Stored entries:
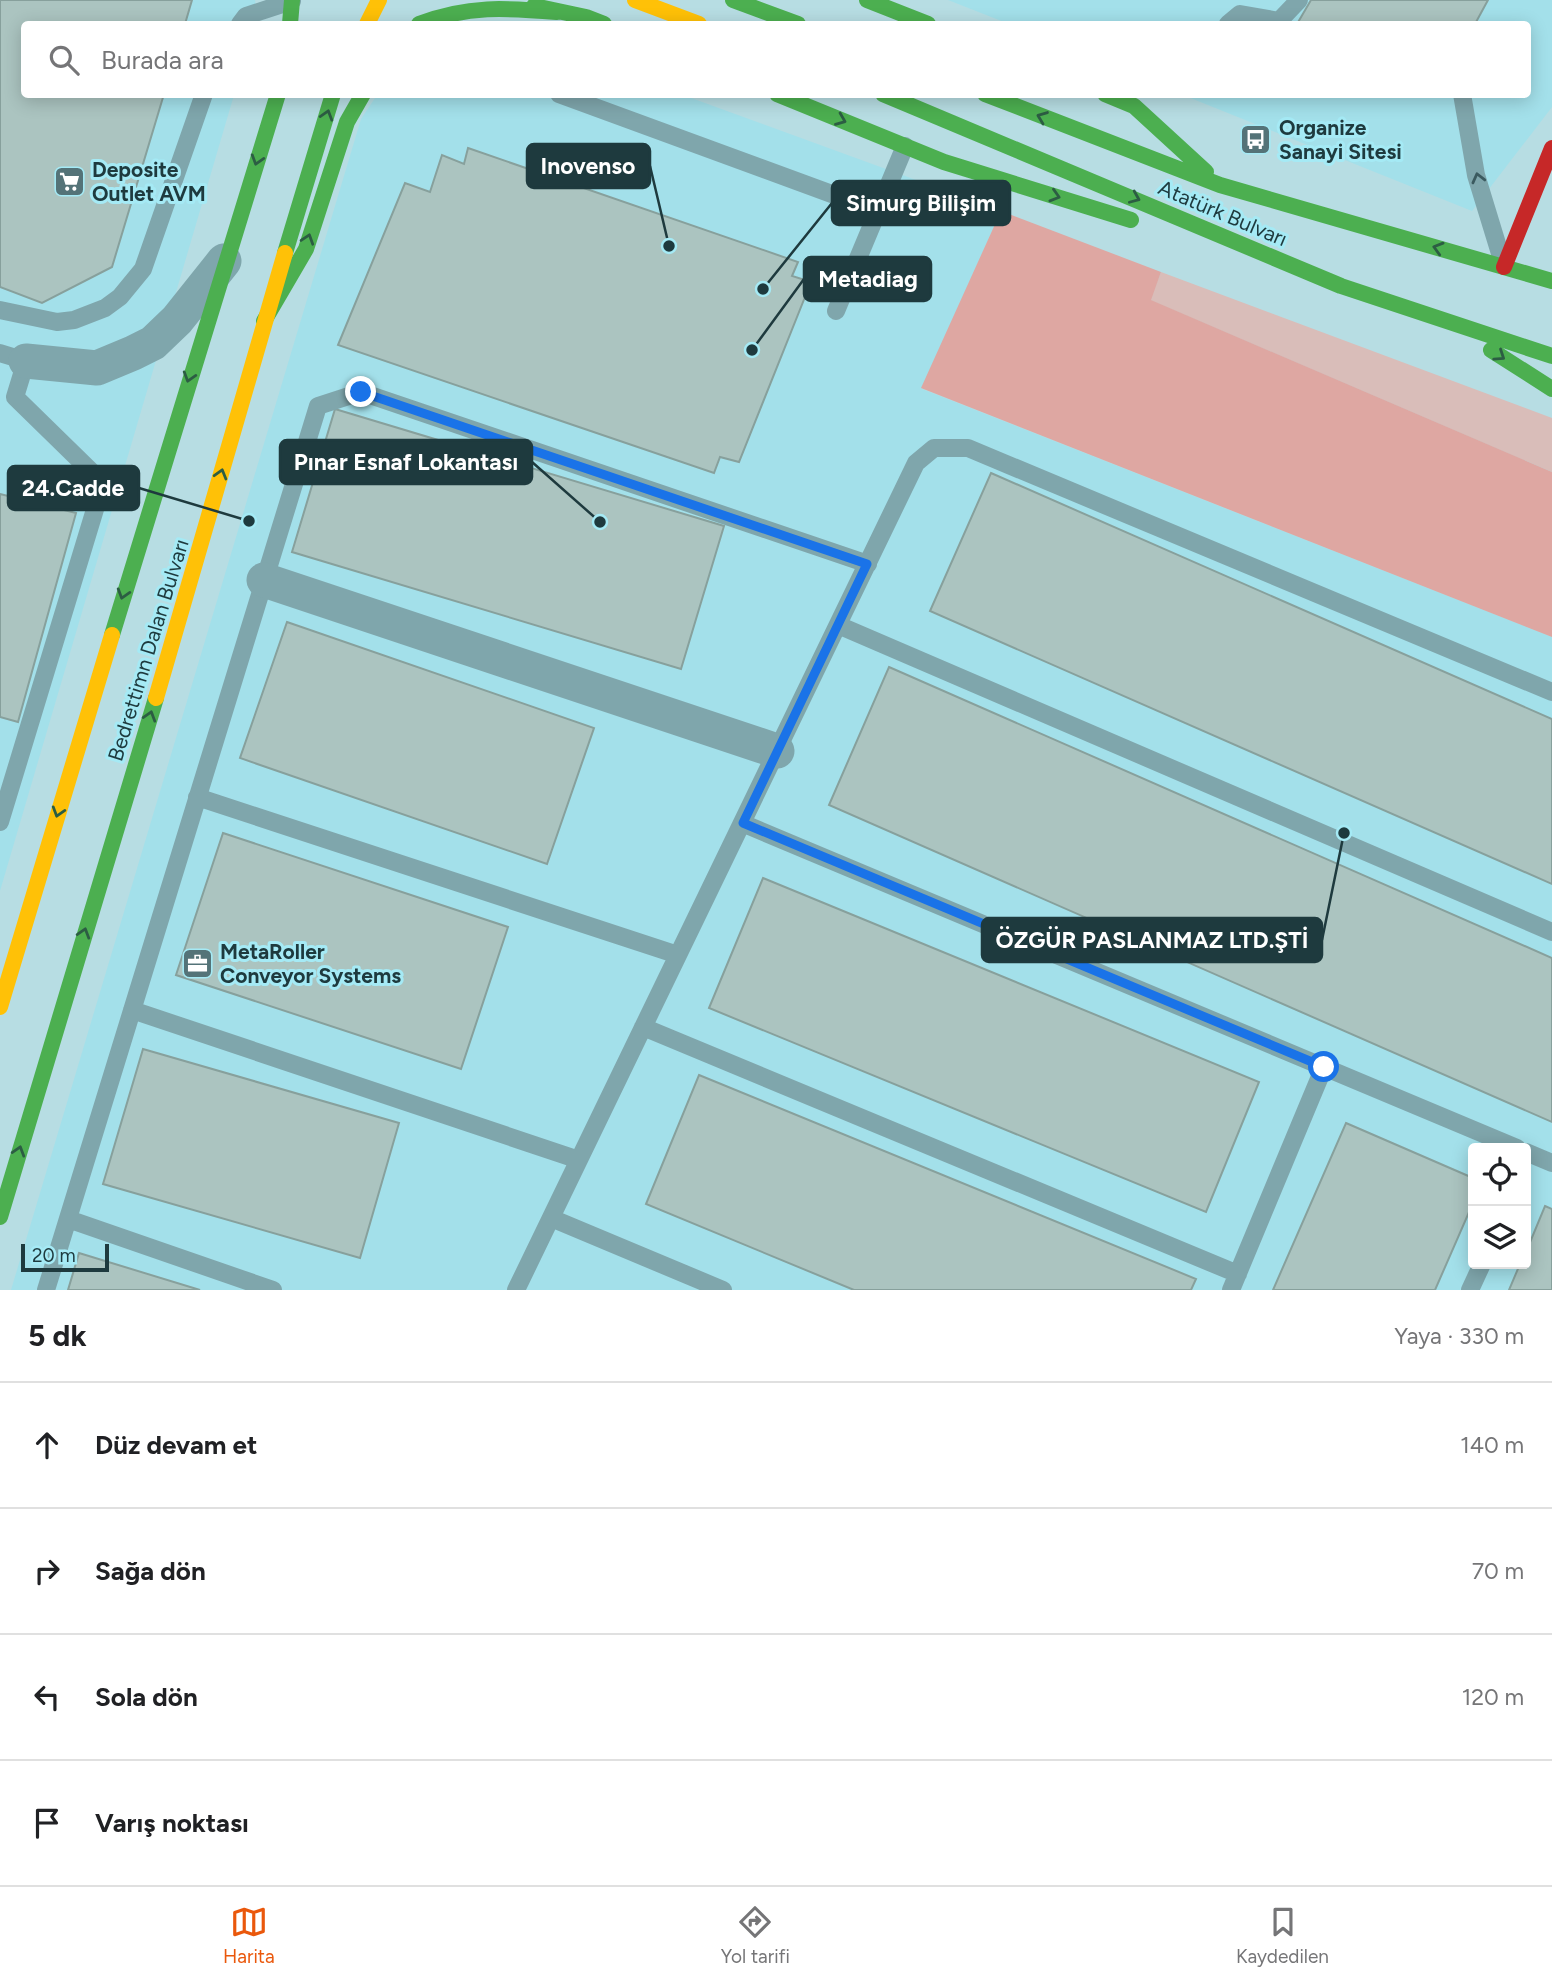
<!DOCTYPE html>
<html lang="tr">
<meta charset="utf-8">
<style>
:root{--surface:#fff;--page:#f6f6f6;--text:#202124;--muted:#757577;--line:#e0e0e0;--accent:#ea580c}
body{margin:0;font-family:Figtree,sans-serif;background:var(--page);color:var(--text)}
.controls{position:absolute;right:21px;bottom:21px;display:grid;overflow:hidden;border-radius:7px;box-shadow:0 4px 18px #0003}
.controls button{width:63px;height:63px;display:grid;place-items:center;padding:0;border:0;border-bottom:2px solid var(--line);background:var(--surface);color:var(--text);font:35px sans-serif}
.scale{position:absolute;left:21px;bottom:18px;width:88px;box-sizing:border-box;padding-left:7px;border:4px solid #1e3a3e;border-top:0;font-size:19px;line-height:24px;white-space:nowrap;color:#1e3a3e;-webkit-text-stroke:5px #a5eaf5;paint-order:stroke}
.stop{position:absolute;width:21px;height:21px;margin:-16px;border:5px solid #1a73e8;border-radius:50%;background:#fff}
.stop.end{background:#1a73e8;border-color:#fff;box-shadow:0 2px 7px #0008}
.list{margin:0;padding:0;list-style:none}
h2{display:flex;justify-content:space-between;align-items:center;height:91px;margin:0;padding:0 28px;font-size:30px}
h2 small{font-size:23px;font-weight:400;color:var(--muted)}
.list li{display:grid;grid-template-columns:46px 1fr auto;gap:21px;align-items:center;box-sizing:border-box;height:126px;padding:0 28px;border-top:2px solid var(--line)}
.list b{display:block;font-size:26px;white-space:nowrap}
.list em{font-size:23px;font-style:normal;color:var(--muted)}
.icon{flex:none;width:38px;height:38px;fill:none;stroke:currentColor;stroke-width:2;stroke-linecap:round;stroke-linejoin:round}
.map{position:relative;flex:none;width:1552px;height:1290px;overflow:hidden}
.search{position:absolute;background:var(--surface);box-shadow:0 4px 18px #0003;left:21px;right:21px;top:21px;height:77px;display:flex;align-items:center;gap:18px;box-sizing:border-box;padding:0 24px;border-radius:7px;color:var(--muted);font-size:26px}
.sheet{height:595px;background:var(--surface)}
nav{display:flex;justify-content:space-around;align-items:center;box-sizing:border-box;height:98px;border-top:2px solid var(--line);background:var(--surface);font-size:19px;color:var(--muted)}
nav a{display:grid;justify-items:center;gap:4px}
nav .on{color:var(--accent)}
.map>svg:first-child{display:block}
.built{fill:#a3e0ea;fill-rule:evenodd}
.green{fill:#d9bdb9}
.forest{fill:#dea7a2}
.building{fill:#abc4c0;stroke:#87a09c;stroke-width:2}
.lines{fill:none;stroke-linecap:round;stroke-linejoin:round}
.lane{stroke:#7fa6ac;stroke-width:18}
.street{stroke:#7fa6ac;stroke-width:35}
.fast{stroke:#4caf50;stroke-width:16}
.slow{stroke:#ffc107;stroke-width:16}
.jam{stroke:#c62828;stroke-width:16}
.oneway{stroke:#2c5d43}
.oneway2{stroke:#3b5a5f}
.route{stroke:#1a73e8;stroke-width:9}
.labels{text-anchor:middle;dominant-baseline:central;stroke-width:6;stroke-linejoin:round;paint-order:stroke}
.poi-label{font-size:21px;font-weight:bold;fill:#1e3a3e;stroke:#a5eaf5;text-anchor:start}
.street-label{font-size:21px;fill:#1e3a3e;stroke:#a5eaf5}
.leader{fill:none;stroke:#1e3a3e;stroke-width:2.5}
.callout-dot{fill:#1e3a3e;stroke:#a5eaf5;stroke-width:2.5}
.callout{fill:#1e3a3e;stroke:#1e3a3e;stroke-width:2.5}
.callout-label{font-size:23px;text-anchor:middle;font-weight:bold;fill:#fff}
</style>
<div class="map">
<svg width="1552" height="1290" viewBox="0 0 1552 1290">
<rect width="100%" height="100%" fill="#b7dde3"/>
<path class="built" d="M0 0H255L257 16 255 24H24V94L234 95 0 891Z
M948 0H1552V107L1472 211 1183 95 1528 94V24H1009Z
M377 95H683L1001 211 922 389 1552 637V1290H11L361 119ZM1473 1148H1526V1264H1473Z"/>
<path class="green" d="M1161 272 1552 418V472L1150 300Z"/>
<path class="forest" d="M1001 211 1161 272 1151 300 1552 472V637L921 388Z"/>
<path class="building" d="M0 0H192L185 24H24V94H164L112 267 42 303 0 287Z
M1311 0H1488L1475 24H1297Z
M468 148 798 262 792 276 811 282 739 462 720 457 714 473 338 345 405 183 430 192 442 155 464 164Z
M335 409 724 526 681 669 292 552Z
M991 473 1552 719V884L930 611Z
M0 494 76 513 18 722 0 717Z
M287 622 594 728 547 864 240 758Z
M889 667 1552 958V1122L829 805Z
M223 833 508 927 461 1069 176 975Z
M763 878 1259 1082 1206 1212 709 1008Z
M143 1049 399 1123 360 1258 103 1184Z
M699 1075 1196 1279 1191 1290H854L646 1204Z
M1346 1123 1473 1178V1203L1435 1290H1273Z
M1545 1206 1552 1209V1290H1509L1520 1264H1526V1252Z
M79 1253 200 1290H68Z"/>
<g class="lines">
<path class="lane" d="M240 24 246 16 292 1
M1228 24 1240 14 1279 21 1299 0
M559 94 878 211
M1462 94 1476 175 1502 260
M0 310 57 322 74 320 105 308 120 297 143 269 204 94
M836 311 905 146
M0 353 26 361 15 397 103 483 0 822
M838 625 1552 932
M197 797 678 955
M742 823 1517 1148
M132 1010 579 1160
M643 1027 1238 1274
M1526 1152 1552 1163
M551 1218 723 1290
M68 1219 273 1290
M46 1290 318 406 361 392 868 564
M516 1290 916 463 934 448H968L1552 692
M1231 1290 1324 1067
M1470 1290 1482 1264"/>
<path class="street" d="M26 361 97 368 133 353 153 343 177 320 224 261
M264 580 777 751"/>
<path class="fast" d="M733 0 798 24
M867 0 928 24
M534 6 586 17 604 24
M290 24 292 0
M419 24C468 5 506 8 557 12
M777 94 944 162 1131 220
M883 94 1341 286 1552 356
M985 94 1220 185 1552 281
M1105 94 1134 106 1206 172
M285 253 333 94
M264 321 306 249 347 122 363 94
M1491 350 1552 389
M112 635 278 94
M0 1217 156 698"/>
<path class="slow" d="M635 0 699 24
M367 24 379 0
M156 698 285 253
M0 1007 112 635"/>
<path class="jam" d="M1504 267 1552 148"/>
</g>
<defs><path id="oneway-chevron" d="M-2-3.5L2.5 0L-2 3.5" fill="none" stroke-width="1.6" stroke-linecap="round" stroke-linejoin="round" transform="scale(1.75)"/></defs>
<g class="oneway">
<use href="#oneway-chevron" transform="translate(327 115) rotate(-73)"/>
<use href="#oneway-chevron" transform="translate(1042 117) rotate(-159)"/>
<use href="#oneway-chevron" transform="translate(841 120) rotate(22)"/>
<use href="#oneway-chevron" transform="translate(257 160) rotate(107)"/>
<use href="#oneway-chevron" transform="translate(1055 196) rotate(17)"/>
<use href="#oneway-chevron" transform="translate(1135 198) rotate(23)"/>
<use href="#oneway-chevron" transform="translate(308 239) rotate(-72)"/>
<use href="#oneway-chevron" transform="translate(1438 248) rotate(-164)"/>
<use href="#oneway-chevron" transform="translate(1500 356) rotate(34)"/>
<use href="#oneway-chevron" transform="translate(189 377) rotate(107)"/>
<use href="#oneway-chevron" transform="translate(221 474) rotate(-74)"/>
<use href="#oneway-chevron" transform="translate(123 594) rotate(107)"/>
<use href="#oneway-chevron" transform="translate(150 716) rotate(-73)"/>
<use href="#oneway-chevron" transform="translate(58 812) rotate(107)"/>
<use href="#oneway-chevron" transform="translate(84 933) rotate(-73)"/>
<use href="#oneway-chevron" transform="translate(19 1151) rotate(-73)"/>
</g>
<use class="oneway2" href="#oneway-chevron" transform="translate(1478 178) rotate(-104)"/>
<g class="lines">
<path class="route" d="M361 392 867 564 743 823 1324 1067"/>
</g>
<defs>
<symbol id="bus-square" viewBox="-11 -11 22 22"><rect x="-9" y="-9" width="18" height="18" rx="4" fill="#547378" stroke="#a5eaf5"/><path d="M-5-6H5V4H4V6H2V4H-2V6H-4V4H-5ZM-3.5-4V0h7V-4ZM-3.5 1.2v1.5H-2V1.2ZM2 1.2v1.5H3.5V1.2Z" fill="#fff"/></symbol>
<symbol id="supermarket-square" viewBox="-11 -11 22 22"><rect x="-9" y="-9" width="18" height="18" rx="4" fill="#547378" stroke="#a5eaf5"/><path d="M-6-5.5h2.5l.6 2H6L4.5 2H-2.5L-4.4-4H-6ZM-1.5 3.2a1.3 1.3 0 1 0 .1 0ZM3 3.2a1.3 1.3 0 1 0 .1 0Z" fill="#fff"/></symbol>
<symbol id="office-square" viewBox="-11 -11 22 22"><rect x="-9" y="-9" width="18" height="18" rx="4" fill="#547378" stroke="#a5eaf5"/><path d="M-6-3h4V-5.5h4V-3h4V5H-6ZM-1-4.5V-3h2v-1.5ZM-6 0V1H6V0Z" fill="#fff"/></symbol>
</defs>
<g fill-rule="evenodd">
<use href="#bus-square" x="1238" y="122" width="35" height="35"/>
<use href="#supermarket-square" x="52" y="164" width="35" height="35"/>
<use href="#office-square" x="180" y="946" width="35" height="35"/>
</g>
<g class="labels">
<g class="poi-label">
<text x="1279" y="127">Organize<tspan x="1279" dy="24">Sanayi Sitesi</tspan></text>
<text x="92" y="169">Deposite<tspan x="92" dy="24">Outlet AVM</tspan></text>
<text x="220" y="951">MetaRoller<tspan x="220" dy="24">Conveyor Systems</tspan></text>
</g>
<g class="street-label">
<text transform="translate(1223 213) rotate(23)">Atatürk Bulvarı</text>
<text transform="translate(148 650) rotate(-73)">Bedrettimn Dalan Bulvarı</text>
</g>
</g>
<path class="leader" d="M669 246L650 166M763 289L832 203M752 350L804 279M600 522L532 462M249 521L139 488M1344 833L1322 940"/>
<g class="callout-dot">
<circle cx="669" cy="246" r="7"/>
<circle cx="763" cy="289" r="7"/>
<circle cx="752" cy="350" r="7"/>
<circle cx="600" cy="522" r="7"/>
<circle cx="249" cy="521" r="7"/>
<circle cx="1344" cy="833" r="7"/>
</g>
<g class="callout">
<rect x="527" y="144" width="123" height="44" rx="7"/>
<rect x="832" y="181" width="178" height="44" rx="7"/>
<rect x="804" y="257" width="127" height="44" rx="7"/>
<rect x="280" y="440" width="252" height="44" rx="7"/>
<rect x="8" y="466" width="131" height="44" rx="7"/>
<rect x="982" y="918" width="340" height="44" rx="7"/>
</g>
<g class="callout-label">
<text x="588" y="174">Inovenso</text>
<text x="921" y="211">Simurg Bilişim</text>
<text x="868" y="287">Metadiag</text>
<text x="406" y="470">Pınar Esnaf Lokantası</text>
<text x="73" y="496">24.Cadde</text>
<text x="1152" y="948">ÖZGÜR PASLANMAZ LTD.ŞTİ</text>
</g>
</svg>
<div class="controls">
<button><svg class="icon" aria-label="locate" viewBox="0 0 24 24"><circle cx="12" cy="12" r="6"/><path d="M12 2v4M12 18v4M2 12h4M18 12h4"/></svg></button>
<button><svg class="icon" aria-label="layers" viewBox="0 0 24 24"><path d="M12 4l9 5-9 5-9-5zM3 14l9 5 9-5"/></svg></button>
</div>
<div class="scale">20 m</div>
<div class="stop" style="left:1324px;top:1067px"></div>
<div class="stop end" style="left:361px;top:392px"></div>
<div class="search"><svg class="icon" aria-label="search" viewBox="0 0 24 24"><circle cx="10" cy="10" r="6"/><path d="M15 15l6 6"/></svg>Burada ara</div>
</div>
<section class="sheet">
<h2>5 dk<small>Yaya · 330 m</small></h2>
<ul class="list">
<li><svg class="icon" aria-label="ahead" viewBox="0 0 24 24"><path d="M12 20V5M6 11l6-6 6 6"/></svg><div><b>Düz devam et</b></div><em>140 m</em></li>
<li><svg class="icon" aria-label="right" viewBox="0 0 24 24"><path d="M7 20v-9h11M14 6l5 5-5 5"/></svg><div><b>Sağa dön</b></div><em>70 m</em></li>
<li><svg class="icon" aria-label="left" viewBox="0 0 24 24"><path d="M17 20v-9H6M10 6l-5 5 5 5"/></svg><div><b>Sola dön</b></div><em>120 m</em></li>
<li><svg class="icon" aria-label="arrive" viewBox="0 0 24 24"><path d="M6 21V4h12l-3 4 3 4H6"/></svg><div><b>Varış noktası</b></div></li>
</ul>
</section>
<nav>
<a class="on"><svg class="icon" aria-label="map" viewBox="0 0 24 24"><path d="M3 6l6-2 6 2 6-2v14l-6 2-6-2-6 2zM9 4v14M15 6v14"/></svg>Harita</a>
<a><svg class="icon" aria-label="directions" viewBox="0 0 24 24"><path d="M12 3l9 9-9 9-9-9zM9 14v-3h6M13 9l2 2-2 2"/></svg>Yol tarifi</a>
<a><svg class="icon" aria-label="saved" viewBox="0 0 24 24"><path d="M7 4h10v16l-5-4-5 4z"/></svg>Kaydedilen</a>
</nav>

[WORK INSTRUCTIONS] In the data above, find the line containing "<h2>5 dk<small>Yaya · 330 m</small></h2>", then copy it and every later line exactly.

[WRITTEN SOLUTION]
<h2>5 dk<small>Yaya · 330 m</small></h2>
<ul class="list">
<li><svg class="icon" aria-label="ahead" viewBox="0 0 24 24"><path d="M12 20V5M6 11l6-6 6 6"/></svg><div><b>Düz devam et</b></div><em>140 m</em></li>
<li><svg class="icon" aria-label="right" viewBox="0 0 24 24"><path d="M7 20v-9h11M14 6l5 5-5 5"/></svg><div><b>Sağa dön</b></div><em>70 m</em></li>
<li><svg class="icon" aria-label="left" viewBox="0 0 24 24"><path d="M17 20v-9H6M10 6l-5 5 5 5"/></svg><div><b>Sola dön</b></div><em>120 m</em></li>
<li><svg class="icon" aria-label="arrive" viewBox="0 0 24 24"><path d="M6 21V4h12l-3 4 3 4H6"/></svg><div><b>Varış noktası</b></div></li>
</ul>
</section>
<nav>
<a class="on"><svg class="icon" aria-label="map" viewBox="0 0 24 24"><path d="M3 6l6-2 6 2 6-2v14l-6 2-6-2-6 2zM9 4v14M15 6v14"/></svg>Harita</a>
<a><svg class="icon" aria-label="directions" viewBox="0 0 24 24"><path d="M12 3l9 9-9 9-9-9zM9 14v-3h6M13 9l2 2-2 2"/></svg>Yol tarifi</a>
<a><svg class="icon" aria-label="saved" viewBox="0 0 24 24"><path d="M7 4h10v16l-5-4-5 4z"/></svg>Kaydedilen</a>
</nav>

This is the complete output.